I don't think "African American" as the term is used today has much to do with Africa but you highlight some good points that racial/ethnic terms are awkwardly phrased. For instance, people don't normally call whites "European Americans" although the terms "Asian" and "Hispanic" are fairly common. I think the awkwardness mostly comes the complexity of race vs geography. Race normally refers to what continent a person's ancestors are from. Most whites have European Ancestry, blacks African ancestry, and Asians are typically either East Asians or South Asians. I agree that descriptions are arbitrary and could be better.

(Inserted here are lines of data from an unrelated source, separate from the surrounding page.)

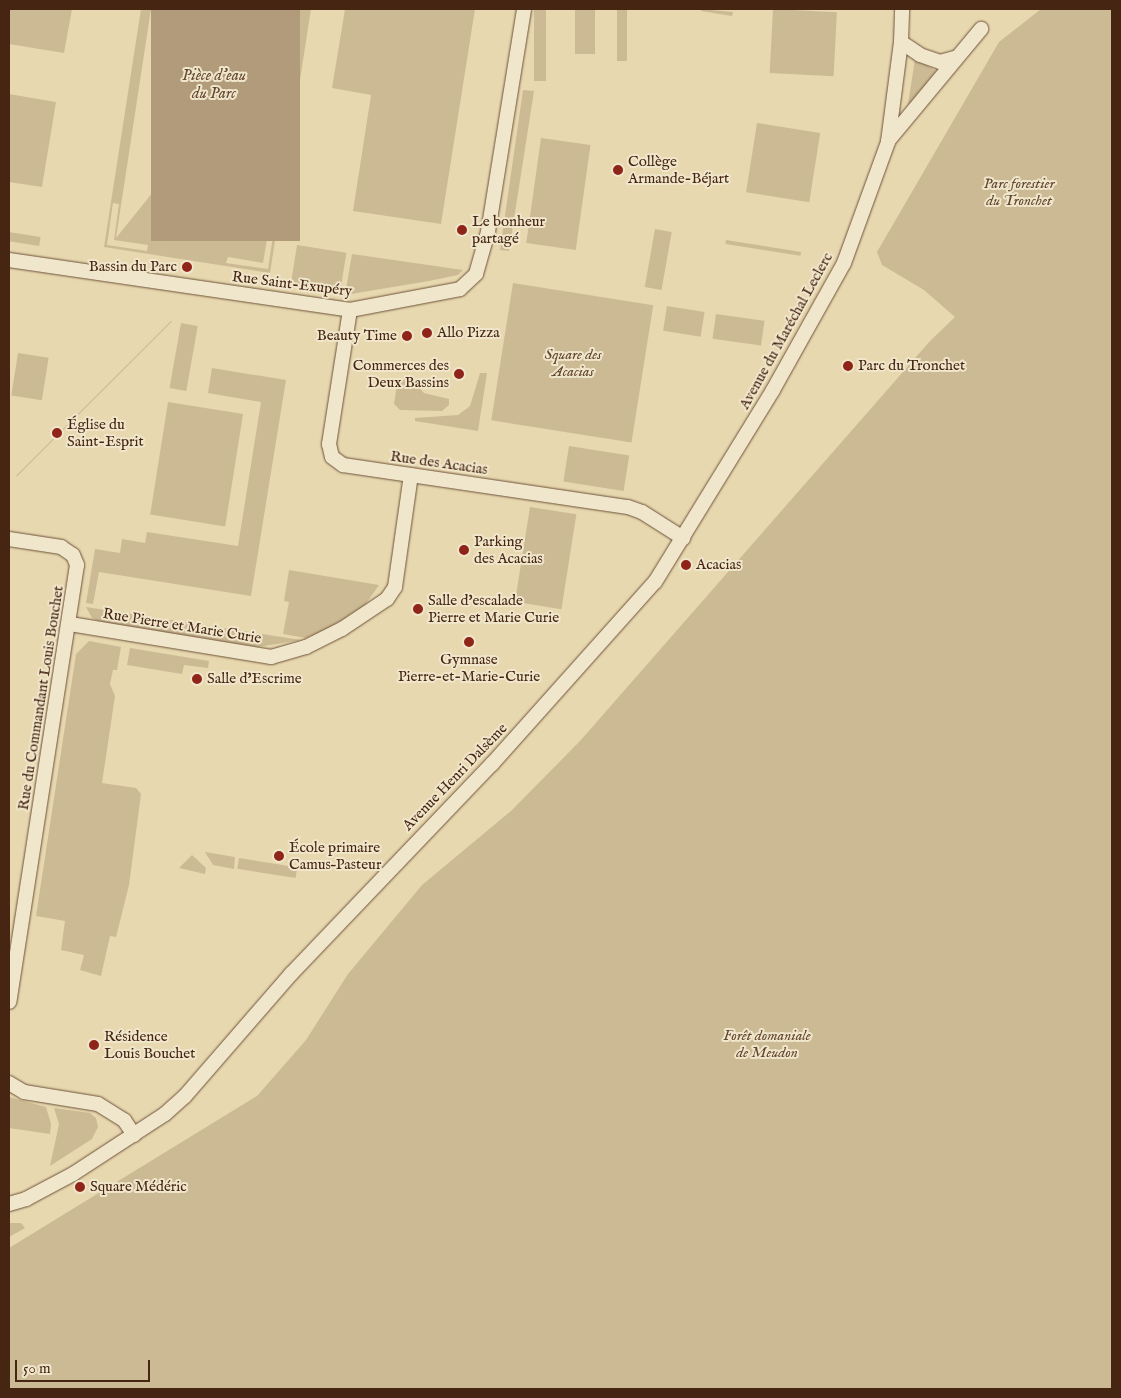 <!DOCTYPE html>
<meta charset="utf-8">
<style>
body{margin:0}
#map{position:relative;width:1121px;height:1398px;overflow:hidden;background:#e8d8af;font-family:"IM FELL English",serif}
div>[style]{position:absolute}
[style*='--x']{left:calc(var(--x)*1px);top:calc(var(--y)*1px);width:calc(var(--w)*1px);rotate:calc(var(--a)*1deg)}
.green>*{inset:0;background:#ccba94;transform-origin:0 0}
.water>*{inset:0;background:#b19b7a;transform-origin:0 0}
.roads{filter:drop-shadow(0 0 1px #6e523a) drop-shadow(0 0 1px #6e523a)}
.minor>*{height:14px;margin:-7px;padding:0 7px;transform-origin:7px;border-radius:7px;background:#f0e6cb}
.dots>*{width:14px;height:14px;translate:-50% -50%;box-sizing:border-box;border:2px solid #f0e6cb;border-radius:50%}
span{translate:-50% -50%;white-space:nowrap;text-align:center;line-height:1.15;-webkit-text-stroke:4px #f0e6cb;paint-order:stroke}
.poi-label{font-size:15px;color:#462613}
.left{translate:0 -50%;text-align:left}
.right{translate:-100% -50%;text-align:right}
.park-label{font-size:15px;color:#61442d;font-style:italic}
.street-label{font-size:15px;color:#462613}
.water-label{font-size:16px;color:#664932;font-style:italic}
.frame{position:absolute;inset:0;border:10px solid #462613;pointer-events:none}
.scale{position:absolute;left:15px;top:1360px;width:135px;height:22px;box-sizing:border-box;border:2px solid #462613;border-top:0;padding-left:6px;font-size:15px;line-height:18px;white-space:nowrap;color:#462613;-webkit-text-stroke:4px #f0e6cb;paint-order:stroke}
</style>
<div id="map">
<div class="green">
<div style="clip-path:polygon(9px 9px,72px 9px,64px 53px,9px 44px)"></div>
<div style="clip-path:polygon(evenodd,141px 9px,151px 9px,116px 238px,300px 9px,311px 9px,270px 273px,104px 247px,141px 9px,113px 203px,119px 204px,114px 240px,148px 245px,147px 251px,107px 245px,113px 203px,141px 9px,269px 228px,274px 229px,268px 269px,226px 263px,228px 257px,263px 263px,269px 228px)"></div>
<div style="clip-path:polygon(345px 9px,475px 9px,441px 224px,353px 211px,371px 95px,332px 88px)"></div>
<div style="left:534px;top:9px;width:12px;height:72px"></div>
<div style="left:575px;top:9px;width:20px;height:45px"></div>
<div style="left:617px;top:9px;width:10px;height:52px"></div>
<div style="clip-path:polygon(701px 9px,733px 12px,732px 16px,701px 11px)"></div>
<div style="left:773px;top:9px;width:64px;height:64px;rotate:3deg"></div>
<div style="clip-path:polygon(1041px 9px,1112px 9px,1112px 1389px,9px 1389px,9px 1248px,257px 1096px,306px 1040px,348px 974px,422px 885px,511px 811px,580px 741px,930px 341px,955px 317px,924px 290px,882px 265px,877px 252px,999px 42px)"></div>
<div style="clip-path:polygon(915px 59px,936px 71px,909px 105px,908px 104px)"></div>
<div style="clip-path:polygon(523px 90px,534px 91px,509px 251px,500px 250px)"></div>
<div style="clip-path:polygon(9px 94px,56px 102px,42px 187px,9px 182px)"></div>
<div style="left:757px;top:123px;width:64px;height:70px;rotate:9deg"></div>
<div style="left:541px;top:138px;width:50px;height:106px;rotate:8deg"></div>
<div style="left:655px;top:229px;width:17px;height:59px;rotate:10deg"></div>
<div style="left:9px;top:232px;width:32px;height:9px;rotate:9deg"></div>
<div style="left:726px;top:240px;width:76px;height:4px;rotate:9deg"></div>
<div style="left:297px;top:245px;width:50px;height:41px;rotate:9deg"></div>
<div style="clip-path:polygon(352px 254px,463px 270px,458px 275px,429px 281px,345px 295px)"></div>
<div style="left:513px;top:283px;width:142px;height:139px;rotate:9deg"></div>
<div style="left:667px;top:306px;width:38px;height:25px;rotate:9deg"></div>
<div style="left:716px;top:314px;width:49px;height:25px;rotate:8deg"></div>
<div style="left:171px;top:321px;width:1px;height:219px;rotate:45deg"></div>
<div style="left:181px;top:323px;width:17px;height:66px;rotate:10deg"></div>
<div style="left:18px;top:353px;width:31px;height:43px;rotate:9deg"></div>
<div style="clip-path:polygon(212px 368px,286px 380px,251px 596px,99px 572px,93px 604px,86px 603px,95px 549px,120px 553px,122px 539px,145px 543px,147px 532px,238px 546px,261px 402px,208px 393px)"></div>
<div style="clip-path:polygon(480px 373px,487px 373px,478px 431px,415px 421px,415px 418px,458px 415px,470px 406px)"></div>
<div style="clip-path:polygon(405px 379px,412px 380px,424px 393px,449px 399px,449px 405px,442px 411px,400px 410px,394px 404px,397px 384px)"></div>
<div style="left:168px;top:402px;width:76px;height:114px;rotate:9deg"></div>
<div style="left:569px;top:446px;width:61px;height:36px;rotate:9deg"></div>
<div style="left:530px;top:507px;width:47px;height:96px;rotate:9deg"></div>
<div style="clip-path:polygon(289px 570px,379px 585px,365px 605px,328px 629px,306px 638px,283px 634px,289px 602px,284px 601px)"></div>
<div style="clip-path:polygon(86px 607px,301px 640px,258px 647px,100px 622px,92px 618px)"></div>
<div style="clip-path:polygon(89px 641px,121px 647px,117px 670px,113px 670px,110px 684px,115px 696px,102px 783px,136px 788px,141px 794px,129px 885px,116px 937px,110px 936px,101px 976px,80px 970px,84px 955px,61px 950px,65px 921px,36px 916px,76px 654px)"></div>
<div style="clip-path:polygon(130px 648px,209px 661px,208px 668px,184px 665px,182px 674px,127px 665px)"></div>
<div style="clip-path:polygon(205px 852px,235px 857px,234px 869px,213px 865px)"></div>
<div style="clip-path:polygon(192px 855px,206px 868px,205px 874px,179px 868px)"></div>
<div style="left:239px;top:858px;width:59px;height:11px;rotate:9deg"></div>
<div style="clip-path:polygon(9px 1097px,46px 1107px,51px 1124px,50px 1134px,9px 1128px)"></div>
<div style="clip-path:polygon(54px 1108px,90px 1113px,96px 1118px,98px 1127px,92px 1139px,50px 1166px,59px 1124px)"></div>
<div style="clip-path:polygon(9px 1223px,21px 1223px,25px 1228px,9px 1237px)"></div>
</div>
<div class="water">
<div style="left:151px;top:9px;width:149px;height:232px"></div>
</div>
<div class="roads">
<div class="minor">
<div style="--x:901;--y:42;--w:23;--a:34"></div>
<div style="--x:920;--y:55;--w:21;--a:19"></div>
<div style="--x:940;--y:62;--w:15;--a:-16"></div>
<div style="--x:888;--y:141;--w:146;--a:-50.3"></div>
<div style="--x:9;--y:260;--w:345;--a:8.3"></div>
<div style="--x:350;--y:310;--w:112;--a:-10.8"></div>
<div style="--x:460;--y:289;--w:22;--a:-43"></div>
<div style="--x:476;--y:274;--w:44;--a:-74.1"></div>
<div style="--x:488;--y:232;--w:226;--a:-80.8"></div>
<div style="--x:350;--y:310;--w:136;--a:98.9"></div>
<div style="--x:329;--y:444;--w:13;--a:77"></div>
<div style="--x:332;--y:457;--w:14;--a:36"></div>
<div style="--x:343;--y:465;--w:288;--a:8.4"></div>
<div style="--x:628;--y:507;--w:15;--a:20"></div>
<div style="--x:642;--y:512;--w:49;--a:32.4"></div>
<div style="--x:9;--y:539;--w:53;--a:8.7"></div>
<div style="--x:61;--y:547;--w:14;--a:34"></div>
<div style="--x:73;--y:555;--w:11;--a:68"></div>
<div style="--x:77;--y:565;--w:442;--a:98.8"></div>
<div style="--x:70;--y:624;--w:204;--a:9.3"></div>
<div style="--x:271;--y:657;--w:36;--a:-16"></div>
<div style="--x:306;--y:647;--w:40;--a:-26.6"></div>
<div style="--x:342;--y:629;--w:54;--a:-33.7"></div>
<div style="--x:387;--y:599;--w:14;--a:-56"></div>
<div style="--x:395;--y:587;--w:113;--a:-81.9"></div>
<div style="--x:9;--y:1083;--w:17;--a:31"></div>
<div style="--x:24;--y:1092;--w:75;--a:9.2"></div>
<div style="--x:98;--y:1104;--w:31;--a:32"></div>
<div style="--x:124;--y:1120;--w:18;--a:56"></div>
<div style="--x:9;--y:1204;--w:18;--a:-16"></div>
<div style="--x:26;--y:1199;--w:53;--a:-28"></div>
<div style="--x:73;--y:1174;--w:110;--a:-33.1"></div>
<div style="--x:165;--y:1114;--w:27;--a:-42"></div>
<div style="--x:185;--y:1096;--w:162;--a:-49"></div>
<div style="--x:291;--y:974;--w:291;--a:-46.3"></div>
<div style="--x:492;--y:764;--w:244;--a:-48.2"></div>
<div style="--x:655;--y:582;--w:225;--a:-58.4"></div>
<div style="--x:773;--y:390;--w:145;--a:-60.8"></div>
<div style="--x:844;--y:263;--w:129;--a:-70"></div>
<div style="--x:888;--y:142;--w:101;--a:-82.6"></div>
<div style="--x:901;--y:42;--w:33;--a:-88"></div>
</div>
</div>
<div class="dots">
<div style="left:618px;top:170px;background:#8f2418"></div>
<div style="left:462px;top:230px;background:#8f2418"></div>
<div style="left:187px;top:267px;background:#8f2418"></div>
<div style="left:427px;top:333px;background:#8f2418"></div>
<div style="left:407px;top:336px;background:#8f2418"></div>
<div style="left:848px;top:366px;background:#8f2418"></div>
<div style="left:459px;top:374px;background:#8f2418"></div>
<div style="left:57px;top:433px;background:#8f2418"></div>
<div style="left:464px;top:550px;background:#8f2418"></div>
<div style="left:686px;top:565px;background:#8f2418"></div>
<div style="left:418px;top:609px;background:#8f2418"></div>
<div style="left:469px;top:642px;background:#8f2418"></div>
<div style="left:197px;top:679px;background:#8f2418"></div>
<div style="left:279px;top:856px;background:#8f2418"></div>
<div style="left:94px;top:1045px;background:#8f2418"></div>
<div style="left:80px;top:1187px;background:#8f2418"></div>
</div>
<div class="poi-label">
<span class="left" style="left:628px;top:170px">Collège<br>Armande-Béjart</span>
<span class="left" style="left:472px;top:230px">Le bonheur<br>partagé</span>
<span class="right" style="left:177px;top:267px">Bassin du Parc</span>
<span class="left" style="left:437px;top:333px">Allo Pizza</span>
<span class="right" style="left:397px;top:336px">Beauty Time</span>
<span class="right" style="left:449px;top:374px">Commerces des<br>Deux Bassins</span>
<span class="left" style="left:858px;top:366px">Parc du Tronchet</span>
<span class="left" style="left:67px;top:433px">Église du<br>Saint-Esprit</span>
<span class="left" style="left:474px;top:550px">Parking<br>des Acacias</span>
<span class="left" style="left:696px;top:565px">Acacias</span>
<span class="left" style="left:428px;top:609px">Salle d'escalade<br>Pierre et Marie Curie</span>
<span style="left:469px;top:668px">Gymnase<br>Pierre-et-Marie-Curie</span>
<span class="left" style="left:207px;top:679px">Salle d'Escrime</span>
<span class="left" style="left:289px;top:856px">École primaire<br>Camus–Pasteur</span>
<span class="left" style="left:104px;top:1045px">Résidence<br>Louis Bouchet</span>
<span class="left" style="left:90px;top:1187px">Square Médéric</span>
</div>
<div class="park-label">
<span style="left:1019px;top:192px">Parc forestier<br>du Tronchet</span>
<span style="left:573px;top:363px">Square des<br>Acacias</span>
<span style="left:767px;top:1044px">Forêt domaniale<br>de Meudon</span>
</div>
<div class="street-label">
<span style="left:292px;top:284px;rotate:7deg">Rue Saint-Exupéry</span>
<span style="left:786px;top:331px;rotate:-61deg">Avenue du Maréchal Leclerc</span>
<span style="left:439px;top:463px;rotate:8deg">Rue des Acacias</span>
<span style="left:182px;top:626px;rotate:9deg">Rue Pierre et Marie Curie</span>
<span style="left:41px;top:698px;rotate:-81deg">Rue du Commandant Louis Bouchet</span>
<span style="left:455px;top:777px;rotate:-46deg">Avenue Henri Dalsème</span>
</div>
<div class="water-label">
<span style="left:214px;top:85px">Pièce d'eau<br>du Parc</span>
</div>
<div class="frame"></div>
<div class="scale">50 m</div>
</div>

Personally the only time I recall ever using the term "African American" is in a research paper in an African studies class I took at my university.

Which brings me to my next point: the term "Native-American." What a disaster this term is.

The term "native" means "where you were born." I have no problem calling myself a native-Rhode Islander, or a Native-New Englander, but if I say I'm a Native-American I am all of a sudden out of line?

Technically, Lil' Wayne is a Native-American, not an African-American. He wasn't born in Africa, he probably doesn't know anything special about the place that most other people don't know. He simply is descended from African-Americans. Race is nothing more than skin-deep attributes: hair color and texture, skin color, and perhaps some minor shaping of the face. Race is an obsolete, dangerous, closed-minded concept. Nothing good comes from its distinction, we only keep it around because of selfishness - both by whites for sentiments of uncleanliness, and by minorities for economic advantages. It's interesting how minorities will point that out about whites, and whites will point that out about minorities, but neither group has any interest in removing the concept.

The Native-Americans of half a millenium ago are dead. They do not carry on in their ancestors, because my ancestors F*CKING SLAUGHTERED THEM. Why not admit that? Genocide is something worth pointing out, isn't it? I didn't slaughter them personally, my ancestors did. I don't take blame for it, but I also shouldn't hide that my ancestors committed that atrocity, and by continuing to fool myself that they are still here, still existing as they once did as free and living off the land undisturbed, I am hiding that atrocity. If they need to be distinguished, we can call them "descendents of American-Indians." (Of course "Native-American" will technically do here as well, but not in distinction to any other person born here).

The most accurate term to describe the ethnic group of a Native American is to refer to their specific tribe. "Native American" is a blanket term for all tribes and groups that were here before contact with the Old World and immigration started in the 1500s. "American-Indian" is not an accurate term. In fact, it is based on the first European explorers reaching North America and mistakenly believing that they reached India. "Indians" refer to people who live in India.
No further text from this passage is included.